Risk & opportunity and the economic outlook for the forest sector

By Kelly McCloskey, Editor
Tree Frog Forestry News
April 4, 2019
Category: Special Feature
Region: Canada, Canada West

Early up on COFI’s conference agenda were two keynote speakers addressing risk & opportunity and the economic outlook for the forest sector. Robert Johnston of the Eurasia Group, spoke of the risks and opportunities from a globalization and geopolitics perspective. According to Johnston, the top risks lie in the US-China relationship, European populism (e.g., their version of America First) and the increase in non-democratic leaders around the world—particularly given the decline in US support for the institutions the West has relied on for economic order (e.g., NATO, IMF, NAFTA, etc.).

Although Johnston assumes China and the US will solve their current trade war, he believes it will be a short “sugar high” as the underlying country disagreements are more serious and long-lasting. This includes disputes on national security, global leadership and future technology, which is where the “next war” will be fought, according to Johnston. Unfortunately for Canada, which is caught between the two, this means choosing between Team China and Team US. And while Canada will have to choose the US, it may be costly as China is evolving their economy and investing to lead in many areas of the world economy. Finally, Johnston spoke of the importance of renewables and the growing investor pools that are looking for ESG (environmental, social and governance) friendly companies and products.
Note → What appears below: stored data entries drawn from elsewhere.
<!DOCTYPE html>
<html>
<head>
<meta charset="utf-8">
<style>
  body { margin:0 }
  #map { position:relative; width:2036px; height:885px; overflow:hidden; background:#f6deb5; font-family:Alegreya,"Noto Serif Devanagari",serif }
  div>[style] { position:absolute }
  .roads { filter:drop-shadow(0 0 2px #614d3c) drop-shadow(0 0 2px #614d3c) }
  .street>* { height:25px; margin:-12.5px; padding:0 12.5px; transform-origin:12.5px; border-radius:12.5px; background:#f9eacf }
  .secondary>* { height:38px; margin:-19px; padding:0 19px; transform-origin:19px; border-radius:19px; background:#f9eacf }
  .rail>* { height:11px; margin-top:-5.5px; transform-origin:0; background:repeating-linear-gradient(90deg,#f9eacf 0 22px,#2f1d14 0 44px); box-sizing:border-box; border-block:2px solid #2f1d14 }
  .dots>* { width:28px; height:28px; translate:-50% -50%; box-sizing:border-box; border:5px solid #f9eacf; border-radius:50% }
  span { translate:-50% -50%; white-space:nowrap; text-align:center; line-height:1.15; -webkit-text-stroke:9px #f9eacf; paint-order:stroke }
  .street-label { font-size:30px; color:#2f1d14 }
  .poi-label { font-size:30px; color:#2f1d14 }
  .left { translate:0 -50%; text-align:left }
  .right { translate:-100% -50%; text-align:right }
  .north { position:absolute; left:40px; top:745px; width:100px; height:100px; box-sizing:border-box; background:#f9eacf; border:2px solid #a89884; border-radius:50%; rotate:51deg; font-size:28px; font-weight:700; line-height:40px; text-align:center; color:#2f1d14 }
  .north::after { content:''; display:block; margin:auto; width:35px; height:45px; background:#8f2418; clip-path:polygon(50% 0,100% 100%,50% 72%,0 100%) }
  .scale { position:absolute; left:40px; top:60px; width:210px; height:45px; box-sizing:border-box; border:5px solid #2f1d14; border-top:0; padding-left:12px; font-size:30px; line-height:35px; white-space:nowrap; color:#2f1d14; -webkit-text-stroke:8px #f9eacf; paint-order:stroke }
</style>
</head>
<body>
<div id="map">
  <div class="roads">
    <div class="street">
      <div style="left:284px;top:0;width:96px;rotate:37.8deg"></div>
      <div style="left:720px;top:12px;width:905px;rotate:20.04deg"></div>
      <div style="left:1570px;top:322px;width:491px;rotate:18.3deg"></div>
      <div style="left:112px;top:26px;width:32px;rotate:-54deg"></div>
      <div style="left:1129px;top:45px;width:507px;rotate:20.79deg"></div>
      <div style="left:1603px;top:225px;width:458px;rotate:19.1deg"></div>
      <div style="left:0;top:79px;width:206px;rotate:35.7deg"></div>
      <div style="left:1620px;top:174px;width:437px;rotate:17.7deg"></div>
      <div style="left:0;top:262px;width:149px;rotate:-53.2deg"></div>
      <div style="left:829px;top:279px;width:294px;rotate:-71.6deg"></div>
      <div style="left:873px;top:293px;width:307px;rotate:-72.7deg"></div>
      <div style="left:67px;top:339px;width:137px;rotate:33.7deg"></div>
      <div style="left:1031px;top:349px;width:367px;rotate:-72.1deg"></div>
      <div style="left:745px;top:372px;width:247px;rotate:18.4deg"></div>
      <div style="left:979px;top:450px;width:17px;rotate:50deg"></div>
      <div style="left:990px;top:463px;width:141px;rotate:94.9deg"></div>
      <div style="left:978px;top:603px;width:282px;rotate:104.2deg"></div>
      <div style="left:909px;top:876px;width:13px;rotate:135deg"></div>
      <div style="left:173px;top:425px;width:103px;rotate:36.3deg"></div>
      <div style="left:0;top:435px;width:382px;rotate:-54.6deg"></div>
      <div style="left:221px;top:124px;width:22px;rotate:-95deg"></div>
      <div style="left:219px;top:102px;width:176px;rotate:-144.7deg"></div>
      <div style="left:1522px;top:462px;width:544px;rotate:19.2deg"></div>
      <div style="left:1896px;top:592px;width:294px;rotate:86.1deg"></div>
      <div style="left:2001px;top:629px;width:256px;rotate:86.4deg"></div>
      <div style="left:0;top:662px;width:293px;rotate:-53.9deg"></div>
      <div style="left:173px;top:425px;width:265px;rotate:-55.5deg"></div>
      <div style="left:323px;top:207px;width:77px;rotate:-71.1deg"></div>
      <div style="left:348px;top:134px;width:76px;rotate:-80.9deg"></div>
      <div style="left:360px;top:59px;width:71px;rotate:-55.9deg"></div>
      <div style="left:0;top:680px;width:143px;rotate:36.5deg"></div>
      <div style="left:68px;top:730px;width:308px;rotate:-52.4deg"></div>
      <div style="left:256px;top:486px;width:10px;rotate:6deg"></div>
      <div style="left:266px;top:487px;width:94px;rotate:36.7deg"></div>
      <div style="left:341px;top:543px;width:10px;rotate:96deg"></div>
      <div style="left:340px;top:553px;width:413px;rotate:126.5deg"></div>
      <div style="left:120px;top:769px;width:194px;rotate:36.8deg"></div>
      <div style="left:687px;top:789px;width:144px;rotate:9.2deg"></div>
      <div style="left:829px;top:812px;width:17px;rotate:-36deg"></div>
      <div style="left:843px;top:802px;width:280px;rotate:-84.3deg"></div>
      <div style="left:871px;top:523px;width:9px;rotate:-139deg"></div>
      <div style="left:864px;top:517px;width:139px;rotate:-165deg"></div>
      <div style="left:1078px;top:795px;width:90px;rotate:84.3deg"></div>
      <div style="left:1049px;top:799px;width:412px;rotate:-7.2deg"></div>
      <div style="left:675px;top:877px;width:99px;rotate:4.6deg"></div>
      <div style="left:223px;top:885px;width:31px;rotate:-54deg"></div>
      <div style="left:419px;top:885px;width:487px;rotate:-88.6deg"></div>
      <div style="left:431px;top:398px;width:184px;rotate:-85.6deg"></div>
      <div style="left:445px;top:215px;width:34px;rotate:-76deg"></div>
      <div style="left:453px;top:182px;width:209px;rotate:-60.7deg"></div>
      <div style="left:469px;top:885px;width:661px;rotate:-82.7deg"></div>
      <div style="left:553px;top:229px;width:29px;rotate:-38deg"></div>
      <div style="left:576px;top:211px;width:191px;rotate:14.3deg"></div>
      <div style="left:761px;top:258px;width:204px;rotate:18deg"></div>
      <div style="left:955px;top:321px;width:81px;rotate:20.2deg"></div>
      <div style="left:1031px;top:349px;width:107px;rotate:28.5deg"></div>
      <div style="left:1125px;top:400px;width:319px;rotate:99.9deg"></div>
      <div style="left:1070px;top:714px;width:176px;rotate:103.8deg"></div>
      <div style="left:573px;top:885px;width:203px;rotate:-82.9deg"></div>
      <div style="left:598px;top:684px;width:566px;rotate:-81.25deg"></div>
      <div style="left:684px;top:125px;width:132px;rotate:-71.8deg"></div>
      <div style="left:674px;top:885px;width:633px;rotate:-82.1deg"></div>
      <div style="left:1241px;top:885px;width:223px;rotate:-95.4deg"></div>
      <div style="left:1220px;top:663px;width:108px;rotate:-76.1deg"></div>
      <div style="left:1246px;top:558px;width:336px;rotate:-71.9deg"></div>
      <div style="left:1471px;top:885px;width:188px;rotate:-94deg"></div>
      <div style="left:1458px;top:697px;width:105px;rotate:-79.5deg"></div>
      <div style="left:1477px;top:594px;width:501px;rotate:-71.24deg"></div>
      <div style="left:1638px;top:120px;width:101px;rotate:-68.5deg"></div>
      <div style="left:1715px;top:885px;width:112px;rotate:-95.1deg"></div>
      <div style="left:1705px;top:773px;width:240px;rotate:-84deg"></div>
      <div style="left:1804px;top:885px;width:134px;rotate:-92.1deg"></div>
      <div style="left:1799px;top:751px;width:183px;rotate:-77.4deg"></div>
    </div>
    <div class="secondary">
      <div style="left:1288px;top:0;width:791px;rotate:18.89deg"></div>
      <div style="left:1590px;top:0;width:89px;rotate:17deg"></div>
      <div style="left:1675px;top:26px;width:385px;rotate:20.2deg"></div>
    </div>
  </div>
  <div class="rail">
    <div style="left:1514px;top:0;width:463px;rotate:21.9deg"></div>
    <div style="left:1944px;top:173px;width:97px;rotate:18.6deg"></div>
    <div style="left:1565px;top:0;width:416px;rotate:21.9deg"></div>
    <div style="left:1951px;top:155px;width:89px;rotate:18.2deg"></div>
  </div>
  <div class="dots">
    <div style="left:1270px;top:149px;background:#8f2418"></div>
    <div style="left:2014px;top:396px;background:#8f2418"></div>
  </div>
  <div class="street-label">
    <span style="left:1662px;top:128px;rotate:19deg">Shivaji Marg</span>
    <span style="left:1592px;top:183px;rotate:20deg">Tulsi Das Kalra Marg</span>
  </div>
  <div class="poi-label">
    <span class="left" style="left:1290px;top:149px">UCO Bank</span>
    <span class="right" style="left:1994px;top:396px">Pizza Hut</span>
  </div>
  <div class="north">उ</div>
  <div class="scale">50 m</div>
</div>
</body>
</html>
Jock Finlayson followed with a snapshot of the US, Canada and BC’s economic outlook, which he described as “slowing”. The downside drivers being: the US housing market—which remains well below past highs; Canada’s competitiveness vis-à-vis the US—particularly in the area of regulation; and the lack of investment in machinery and equipment. Key risks include current low-interest rates as there is little room to move them down in the next recession, and the lack of export growth, which he calls “the lifeblood of the economy”.
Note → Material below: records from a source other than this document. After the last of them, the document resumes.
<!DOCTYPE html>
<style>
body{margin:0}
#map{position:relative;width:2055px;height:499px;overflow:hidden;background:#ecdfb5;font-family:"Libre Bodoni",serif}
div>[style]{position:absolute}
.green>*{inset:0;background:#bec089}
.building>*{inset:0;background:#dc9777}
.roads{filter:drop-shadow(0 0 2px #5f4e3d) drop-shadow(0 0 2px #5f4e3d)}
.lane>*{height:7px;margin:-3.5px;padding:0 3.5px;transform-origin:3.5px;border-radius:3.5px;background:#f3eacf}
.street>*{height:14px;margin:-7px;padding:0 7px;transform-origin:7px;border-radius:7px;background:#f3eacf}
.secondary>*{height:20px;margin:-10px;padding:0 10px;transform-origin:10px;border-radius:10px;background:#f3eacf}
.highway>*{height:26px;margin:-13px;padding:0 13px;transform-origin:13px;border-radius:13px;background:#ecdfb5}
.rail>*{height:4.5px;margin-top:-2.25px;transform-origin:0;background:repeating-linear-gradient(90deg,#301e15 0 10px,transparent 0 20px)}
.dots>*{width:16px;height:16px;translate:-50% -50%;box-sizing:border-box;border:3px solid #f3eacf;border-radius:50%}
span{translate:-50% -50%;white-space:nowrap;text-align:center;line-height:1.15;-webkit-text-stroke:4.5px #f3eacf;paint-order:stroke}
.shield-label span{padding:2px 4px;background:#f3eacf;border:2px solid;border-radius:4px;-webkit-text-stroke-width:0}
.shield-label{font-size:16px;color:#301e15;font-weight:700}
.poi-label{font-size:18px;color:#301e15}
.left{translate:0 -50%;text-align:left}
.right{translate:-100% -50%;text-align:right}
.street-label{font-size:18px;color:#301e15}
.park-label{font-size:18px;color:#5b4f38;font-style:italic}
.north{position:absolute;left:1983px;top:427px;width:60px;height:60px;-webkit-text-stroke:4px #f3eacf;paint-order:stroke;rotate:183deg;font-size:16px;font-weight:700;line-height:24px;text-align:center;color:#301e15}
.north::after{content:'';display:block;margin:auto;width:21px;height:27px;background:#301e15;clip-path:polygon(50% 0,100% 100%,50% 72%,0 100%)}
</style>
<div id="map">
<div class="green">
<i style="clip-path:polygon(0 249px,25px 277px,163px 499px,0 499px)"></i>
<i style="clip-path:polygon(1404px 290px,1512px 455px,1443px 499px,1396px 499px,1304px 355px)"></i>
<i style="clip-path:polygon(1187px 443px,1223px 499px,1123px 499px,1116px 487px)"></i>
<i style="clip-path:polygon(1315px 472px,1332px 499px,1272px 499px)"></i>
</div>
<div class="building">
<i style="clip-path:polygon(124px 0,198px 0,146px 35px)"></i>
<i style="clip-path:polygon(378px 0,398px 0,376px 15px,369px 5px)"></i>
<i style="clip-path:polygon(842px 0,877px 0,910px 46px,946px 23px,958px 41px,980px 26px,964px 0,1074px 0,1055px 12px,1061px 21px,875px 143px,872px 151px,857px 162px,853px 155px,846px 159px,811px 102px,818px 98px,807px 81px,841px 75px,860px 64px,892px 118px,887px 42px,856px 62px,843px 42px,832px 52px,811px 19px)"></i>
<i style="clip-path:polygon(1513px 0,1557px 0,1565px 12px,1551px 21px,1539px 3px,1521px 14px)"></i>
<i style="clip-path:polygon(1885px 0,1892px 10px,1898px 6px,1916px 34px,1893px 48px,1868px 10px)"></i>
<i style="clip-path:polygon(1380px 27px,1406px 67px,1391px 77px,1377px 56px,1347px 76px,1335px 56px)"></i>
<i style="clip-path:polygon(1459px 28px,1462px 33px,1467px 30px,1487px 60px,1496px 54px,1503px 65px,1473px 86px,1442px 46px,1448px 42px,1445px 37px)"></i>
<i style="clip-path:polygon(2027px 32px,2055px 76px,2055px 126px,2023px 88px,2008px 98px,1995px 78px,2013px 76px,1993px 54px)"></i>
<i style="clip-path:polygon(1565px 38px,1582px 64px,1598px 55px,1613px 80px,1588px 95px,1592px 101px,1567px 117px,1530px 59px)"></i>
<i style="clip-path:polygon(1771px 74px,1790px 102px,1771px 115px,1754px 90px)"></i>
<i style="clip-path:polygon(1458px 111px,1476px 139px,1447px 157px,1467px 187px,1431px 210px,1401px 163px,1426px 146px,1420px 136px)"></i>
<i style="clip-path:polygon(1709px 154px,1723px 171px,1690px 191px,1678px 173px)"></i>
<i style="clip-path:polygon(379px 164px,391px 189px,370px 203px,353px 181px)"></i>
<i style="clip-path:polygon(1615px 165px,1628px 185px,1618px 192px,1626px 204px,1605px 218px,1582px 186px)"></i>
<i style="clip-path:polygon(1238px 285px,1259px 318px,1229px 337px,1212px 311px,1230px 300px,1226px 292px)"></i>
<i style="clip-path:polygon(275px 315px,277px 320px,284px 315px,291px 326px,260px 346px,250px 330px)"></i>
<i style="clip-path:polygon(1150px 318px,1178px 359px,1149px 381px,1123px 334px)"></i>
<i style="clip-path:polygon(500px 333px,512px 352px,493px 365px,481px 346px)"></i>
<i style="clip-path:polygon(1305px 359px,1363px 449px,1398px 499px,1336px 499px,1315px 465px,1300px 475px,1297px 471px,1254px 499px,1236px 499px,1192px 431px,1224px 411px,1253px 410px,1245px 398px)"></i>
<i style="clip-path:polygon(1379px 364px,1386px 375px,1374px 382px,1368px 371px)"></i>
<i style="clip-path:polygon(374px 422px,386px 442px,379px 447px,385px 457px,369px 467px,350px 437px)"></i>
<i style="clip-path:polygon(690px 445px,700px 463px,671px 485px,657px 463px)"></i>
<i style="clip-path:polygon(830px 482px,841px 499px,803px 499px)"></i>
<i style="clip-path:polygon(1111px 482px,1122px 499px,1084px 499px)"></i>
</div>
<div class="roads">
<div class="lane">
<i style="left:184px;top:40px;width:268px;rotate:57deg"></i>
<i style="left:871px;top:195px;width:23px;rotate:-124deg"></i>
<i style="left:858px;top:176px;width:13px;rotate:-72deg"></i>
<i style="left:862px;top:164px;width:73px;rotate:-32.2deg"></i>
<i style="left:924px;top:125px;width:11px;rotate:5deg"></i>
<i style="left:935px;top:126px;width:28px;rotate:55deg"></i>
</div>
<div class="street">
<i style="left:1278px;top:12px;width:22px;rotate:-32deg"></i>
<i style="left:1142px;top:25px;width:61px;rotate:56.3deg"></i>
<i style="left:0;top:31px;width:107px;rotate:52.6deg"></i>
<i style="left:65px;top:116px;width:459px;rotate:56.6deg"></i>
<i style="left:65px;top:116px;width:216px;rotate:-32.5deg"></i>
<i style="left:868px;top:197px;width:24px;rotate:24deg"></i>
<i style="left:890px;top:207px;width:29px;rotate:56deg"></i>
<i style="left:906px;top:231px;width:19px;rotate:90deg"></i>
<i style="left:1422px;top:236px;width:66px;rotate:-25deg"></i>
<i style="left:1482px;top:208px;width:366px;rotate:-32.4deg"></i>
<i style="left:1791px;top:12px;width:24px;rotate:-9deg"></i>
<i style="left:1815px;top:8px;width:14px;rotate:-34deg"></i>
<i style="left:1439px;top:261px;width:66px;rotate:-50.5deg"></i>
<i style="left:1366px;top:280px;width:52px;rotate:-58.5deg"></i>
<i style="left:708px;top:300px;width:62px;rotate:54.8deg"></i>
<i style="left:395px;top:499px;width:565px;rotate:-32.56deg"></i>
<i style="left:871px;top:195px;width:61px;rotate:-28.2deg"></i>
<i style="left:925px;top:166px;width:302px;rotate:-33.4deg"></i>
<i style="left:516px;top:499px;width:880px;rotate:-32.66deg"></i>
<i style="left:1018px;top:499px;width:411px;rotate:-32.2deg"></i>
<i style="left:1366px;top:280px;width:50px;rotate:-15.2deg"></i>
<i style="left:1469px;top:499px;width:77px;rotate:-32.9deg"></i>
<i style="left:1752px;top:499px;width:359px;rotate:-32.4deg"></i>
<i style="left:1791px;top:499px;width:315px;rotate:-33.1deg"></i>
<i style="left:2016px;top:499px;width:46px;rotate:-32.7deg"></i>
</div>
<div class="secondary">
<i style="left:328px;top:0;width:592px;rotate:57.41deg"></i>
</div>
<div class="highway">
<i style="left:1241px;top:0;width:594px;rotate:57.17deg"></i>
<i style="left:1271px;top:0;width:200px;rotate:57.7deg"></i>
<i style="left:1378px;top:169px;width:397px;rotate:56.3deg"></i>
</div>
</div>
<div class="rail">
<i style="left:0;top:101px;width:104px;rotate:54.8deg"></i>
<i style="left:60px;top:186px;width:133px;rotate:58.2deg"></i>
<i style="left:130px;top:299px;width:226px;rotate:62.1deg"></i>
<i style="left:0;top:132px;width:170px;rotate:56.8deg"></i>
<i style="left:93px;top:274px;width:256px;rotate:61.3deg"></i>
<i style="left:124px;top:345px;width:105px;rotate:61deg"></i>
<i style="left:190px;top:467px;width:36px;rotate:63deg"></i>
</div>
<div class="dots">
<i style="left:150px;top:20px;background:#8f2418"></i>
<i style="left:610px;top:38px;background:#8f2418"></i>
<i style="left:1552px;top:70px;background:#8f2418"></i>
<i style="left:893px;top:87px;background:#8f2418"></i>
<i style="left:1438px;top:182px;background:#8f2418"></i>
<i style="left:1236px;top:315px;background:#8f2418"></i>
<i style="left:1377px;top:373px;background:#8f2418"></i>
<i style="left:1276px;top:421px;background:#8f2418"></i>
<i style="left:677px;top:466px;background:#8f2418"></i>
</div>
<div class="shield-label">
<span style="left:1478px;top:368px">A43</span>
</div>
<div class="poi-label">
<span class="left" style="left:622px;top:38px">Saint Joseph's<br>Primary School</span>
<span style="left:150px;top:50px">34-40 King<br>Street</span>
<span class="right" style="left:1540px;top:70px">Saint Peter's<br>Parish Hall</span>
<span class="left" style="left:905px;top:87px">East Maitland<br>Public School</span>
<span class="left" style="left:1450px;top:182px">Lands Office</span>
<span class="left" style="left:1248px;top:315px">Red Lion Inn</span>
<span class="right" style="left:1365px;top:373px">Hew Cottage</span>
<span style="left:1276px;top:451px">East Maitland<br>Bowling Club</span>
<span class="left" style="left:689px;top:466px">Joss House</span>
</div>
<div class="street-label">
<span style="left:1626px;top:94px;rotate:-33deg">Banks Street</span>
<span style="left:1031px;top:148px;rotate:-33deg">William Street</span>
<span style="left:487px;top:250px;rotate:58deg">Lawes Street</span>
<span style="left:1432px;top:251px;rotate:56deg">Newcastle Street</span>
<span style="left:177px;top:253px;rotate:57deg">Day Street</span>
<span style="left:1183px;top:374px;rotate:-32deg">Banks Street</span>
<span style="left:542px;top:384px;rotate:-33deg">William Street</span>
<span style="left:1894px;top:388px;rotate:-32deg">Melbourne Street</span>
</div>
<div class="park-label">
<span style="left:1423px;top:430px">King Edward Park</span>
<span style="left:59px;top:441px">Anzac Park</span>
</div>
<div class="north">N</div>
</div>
According to Finlayson, BC shares most of these risks but the past five years have been fairly good and the proposed LNG development bodes well for the near future. Finlayson closed by noting his frustration with policy folk who tend to look for growth in the “flavour of the month”, rather than starting with our industrial strengths and build on them; and those that make significant commitments—such as UNDRIP (the UN Declaration on the Rights of Indigenous Peoples) before they know how it will actually work in reality.